Please reproduce the records, omitting nothing and changing nothing.

______

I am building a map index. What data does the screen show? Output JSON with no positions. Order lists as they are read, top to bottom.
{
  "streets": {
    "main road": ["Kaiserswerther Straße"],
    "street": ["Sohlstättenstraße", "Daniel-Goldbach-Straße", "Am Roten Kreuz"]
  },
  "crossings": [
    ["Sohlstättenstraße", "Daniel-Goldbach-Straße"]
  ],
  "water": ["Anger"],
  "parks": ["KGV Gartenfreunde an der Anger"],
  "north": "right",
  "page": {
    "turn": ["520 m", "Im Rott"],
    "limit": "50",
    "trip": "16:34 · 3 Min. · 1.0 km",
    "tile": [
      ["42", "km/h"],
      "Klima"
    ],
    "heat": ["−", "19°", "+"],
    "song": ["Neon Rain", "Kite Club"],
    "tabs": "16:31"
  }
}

______

Exercise solution
I am building a map index. What data does the screen show? Output JSON with no positions. Order lists as they are read, top to bottom.
{
  "streets": {
    "main road": ["Kaiserswerther Straße"],
    "street": ["Sohlstättenstraße", "Daniel-Goldbach-Straße", "Am Roten Kreuz"]
  },
  "crossings": [
    ["Sohlstättenstraße", "Daniel-Goldbach-Straße"]
  ],
  "water": ["Anger"],
  "parks": ["KGV Gartenfreunde an der Anger"],
  "north": "right",
  "page": {
    "turn": ["520 m", "Im Rott"],
    "limit": "50",
    "trip": "16:34 · 3 Min. · 1.0 km",
    "tile": [
      ["42", "km/h"],
      "Klima"
    ],
    "heat": ["−", "19°", "+"],
    "song": ["Neon Rain", "Kite Club"],
    "tabs": "16:31"
  }
}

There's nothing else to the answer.